I mention this by way of introducing her final comments on the subject.  Yes, there are so many ways crossdressing can destroy a marriage — if he lets it take the place of marital affection (sexual as well as nonsexaul intimacy), or lies to cover up his actions, or lets the dressing become more important than any other financial responsibilities or recreational pursuits, etc.  But if both parties are willing to understand the issue from each other’s point of view, and he in particular is willing to take responsibility for the effect his actions have on his wife and make sure her feelings are always more important than his own… that relationship can still thrive and grow and be healthy.

So with that backstory aside, here is what she said after a couple of weeks wrangling with it:


I have come to realize a few things after the last few days.
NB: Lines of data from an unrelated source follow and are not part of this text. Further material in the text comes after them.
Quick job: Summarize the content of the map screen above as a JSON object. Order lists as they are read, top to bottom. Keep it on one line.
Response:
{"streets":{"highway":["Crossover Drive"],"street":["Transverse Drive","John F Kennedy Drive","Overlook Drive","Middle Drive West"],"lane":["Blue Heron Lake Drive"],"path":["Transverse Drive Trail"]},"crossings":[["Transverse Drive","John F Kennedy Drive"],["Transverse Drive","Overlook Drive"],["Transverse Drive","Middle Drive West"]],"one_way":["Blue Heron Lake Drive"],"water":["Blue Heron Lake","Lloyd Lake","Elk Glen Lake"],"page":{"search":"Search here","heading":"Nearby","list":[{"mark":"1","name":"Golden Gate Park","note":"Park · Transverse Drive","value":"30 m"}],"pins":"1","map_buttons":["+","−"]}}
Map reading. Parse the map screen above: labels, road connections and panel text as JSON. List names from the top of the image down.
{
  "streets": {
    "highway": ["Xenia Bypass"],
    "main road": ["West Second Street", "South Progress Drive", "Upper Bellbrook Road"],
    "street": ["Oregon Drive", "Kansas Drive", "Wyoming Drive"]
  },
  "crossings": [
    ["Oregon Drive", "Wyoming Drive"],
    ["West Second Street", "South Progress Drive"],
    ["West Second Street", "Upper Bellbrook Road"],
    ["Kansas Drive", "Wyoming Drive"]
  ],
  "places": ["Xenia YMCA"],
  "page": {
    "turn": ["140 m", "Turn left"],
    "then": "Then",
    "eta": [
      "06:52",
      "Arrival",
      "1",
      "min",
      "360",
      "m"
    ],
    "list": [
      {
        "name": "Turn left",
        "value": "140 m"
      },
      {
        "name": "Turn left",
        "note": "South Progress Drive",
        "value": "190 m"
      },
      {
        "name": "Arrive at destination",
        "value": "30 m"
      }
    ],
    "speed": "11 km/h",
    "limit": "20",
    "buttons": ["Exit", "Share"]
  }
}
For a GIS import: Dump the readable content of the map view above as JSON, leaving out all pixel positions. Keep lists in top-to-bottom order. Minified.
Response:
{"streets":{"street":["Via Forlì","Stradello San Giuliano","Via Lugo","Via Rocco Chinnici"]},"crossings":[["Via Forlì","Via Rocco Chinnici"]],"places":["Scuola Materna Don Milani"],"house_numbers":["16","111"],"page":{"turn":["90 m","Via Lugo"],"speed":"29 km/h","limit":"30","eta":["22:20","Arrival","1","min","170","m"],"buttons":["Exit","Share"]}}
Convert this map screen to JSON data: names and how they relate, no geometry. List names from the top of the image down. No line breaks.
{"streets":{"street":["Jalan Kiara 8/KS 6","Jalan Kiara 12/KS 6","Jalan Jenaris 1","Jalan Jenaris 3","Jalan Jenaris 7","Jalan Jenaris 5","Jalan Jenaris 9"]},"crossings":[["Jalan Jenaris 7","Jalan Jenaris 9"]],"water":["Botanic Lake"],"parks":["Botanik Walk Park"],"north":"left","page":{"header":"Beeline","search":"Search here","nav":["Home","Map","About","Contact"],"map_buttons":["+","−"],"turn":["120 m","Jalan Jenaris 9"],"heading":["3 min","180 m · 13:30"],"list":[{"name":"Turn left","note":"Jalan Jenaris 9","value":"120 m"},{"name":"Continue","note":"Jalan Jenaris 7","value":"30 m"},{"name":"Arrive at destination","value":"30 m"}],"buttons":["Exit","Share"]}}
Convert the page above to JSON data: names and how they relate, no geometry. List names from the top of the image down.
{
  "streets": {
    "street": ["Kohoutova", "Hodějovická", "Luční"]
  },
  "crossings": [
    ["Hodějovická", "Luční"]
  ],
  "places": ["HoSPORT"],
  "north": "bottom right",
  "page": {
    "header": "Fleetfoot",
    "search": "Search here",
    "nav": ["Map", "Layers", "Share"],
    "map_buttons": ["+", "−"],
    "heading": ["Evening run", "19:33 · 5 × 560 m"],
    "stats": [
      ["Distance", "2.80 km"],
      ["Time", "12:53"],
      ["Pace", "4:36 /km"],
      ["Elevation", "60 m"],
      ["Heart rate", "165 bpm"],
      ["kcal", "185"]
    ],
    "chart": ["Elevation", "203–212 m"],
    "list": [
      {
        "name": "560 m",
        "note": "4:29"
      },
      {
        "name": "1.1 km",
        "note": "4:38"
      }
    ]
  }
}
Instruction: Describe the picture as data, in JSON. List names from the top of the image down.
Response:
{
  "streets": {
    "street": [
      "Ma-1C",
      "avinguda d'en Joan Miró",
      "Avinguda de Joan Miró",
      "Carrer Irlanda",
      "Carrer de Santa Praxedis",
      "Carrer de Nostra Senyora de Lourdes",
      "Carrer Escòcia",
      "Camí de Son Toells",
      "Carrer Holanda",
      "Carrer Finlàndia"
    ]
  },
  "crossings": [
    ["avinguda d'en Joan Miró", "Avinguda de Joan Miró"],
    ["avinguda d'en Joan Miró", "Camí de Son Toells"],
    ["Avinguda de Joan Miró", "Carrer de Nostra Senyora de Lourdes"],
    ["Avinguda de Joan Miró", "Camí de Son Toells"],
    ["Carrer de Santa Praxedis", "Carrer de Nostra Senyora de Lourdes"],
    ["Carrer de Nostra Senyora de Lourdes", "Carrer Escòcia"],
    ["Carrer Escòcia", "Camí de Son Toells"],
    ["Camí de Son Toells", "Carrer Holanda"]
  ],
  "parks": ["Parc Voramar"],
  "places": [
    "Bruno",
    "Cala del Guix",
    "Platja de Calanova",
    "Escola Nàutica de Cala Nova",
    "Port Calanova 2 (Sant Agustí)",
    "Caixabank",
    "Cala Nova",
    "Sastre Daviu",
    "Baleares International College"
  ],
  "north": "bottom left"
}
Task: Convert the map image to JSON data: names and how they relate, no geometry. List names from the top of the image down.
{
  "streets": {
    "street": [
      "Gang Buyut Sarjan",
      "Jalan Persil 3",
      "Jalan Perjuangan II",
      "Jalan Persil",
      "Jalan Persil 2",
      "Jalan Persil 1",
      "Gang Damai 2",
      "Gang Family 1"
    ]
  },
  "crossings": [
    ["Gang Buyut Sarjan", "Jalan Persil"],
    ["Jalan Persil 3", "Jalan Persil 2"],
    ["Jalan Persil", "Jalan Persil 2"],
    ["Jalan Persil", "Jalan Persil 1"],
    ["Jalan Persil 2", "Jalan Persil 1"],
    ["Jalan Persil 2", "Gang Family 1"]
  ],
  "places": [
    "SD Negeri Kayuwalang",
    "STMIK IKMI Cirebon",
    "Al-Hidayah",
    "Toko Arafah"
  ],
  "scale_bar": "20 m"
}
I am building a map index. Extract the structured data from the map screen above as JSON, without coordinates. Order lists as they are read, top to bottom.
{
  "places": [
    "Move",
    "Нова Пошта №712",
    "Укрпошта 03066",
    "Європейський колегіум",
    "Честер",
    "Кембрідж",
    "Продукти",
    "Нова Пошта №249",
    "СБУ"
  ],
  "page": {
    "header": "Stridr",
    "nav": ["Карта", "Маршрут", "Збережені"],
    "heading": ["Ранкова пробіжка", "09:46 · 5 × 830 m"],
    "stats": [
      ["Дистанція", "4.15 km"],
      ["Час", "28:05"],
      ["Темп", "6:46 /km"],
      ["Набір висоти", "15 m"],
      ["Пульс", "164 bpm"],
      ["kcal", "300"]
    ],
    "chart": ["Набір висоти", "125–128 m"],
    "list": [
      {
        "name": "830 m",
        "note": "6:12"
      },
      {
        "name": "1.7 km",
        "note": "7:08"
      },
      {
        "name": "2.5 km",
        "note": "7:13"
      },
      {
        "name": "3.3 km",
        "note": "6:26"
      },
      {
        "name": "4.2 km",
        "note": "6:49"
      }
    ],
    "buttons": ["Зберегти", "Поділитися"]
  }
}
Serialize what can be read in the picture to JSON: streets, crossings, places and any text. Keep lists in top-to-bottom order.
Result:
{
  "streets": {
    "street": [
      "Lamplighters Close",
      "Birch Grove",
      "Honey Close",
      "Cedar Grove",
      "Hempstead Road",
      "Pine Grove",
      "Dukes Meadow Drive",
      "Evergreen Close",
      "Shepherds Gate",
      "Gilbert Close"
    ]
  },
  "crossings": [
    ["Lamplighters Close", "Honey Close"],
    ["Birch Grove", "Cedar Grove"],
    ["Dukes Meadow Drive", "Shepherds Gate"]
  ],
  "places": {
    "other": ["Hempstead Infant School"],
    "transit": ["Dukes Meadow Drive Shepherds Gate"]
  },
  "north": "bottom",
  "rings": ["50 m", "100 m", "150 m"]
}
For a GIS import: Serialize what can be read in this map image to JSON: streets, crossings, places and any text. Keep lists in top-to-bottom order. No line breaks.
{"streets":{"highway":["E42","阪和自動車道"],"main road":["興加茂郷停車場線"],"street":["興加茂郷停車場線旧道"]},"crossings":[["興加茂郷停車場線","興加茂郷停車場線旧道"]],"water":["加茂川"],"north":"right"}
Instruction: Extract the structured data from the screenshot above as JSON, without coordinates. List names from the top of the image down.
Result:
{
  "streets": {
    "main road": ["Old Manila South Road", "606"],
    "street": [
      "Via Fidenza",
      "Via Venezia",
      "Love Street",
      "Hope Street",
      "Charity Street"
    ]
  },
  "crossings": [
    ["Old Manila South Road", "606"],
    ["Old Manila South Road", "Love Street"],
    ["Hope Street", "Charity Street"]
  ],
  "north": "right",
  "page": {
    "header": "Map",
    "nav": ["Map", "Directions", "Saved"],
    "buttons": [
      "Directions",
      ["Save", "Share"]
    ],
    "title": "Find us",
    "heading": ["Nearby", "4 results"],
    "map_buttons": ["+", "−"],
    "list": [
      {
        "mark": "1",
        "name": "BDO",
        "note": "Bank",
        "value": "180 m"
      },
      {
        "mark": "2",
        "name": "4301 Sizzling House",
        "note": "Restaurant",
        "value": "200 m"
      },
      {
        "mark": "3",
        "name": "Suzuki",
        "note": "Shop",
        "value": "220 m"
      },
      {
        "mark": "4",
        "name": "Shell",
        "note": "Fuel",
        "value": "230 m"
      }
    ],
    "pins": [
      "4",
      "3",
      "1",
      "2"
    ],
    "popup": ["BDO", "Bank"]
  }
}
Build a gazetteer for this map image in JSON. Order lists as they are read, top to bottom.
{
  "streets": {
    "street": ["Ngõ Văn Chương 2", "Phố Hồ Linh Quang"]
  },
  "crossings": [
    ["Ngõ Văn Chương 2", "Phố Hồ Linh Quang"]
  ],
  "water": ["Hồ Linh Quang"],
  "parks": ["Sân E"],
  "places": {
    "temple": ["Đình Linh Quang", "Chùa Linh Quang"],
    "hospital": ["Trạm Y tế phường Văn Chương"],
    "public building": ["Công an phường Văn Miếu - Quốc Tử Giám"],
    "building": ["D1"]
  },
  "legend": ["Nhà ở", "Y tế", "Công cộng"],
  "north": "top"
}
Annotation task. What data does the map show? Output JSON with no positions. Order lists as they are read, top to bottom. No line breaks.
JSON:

Maybe it is the fact I finally cried and let it out – not sure, but after heart to heart talks I have realized the following:

“My husband is not going to stop coming up behind me and kissing me on the neck, he is not going to stop giving me the playful grab as I walk by him, he is not going to stop finding me attractive and wanting me, he is not going to stop sending me little message texts throughout the day sometime which are naughty – all the things that I fell in love with him for are never going to stop. He is not going to stop wearing business attire when he goes out to a meeting (which I find sooooo sexy to see him in a suit). He is not going to stop being the Man I love He will always be in my life and he is never going to leave. The fact that he is discovering his Fem. side makes him a better lover and a better friend and a better husband.

So now that I have realized that – it helps. This weekend I feel happier than I have in a while. I guess I have to realize that I have not lost a husband but gained a girlfriend. I was so scared that I was going to lose my marriage – I didn`t stop to think about anyone else but myself. We both stopped and realized how the other was feeling which is probably the first hurdle to get over. Will I ever completely accept her into my life – not sure – but I accept the fact that she is there and she is not going away.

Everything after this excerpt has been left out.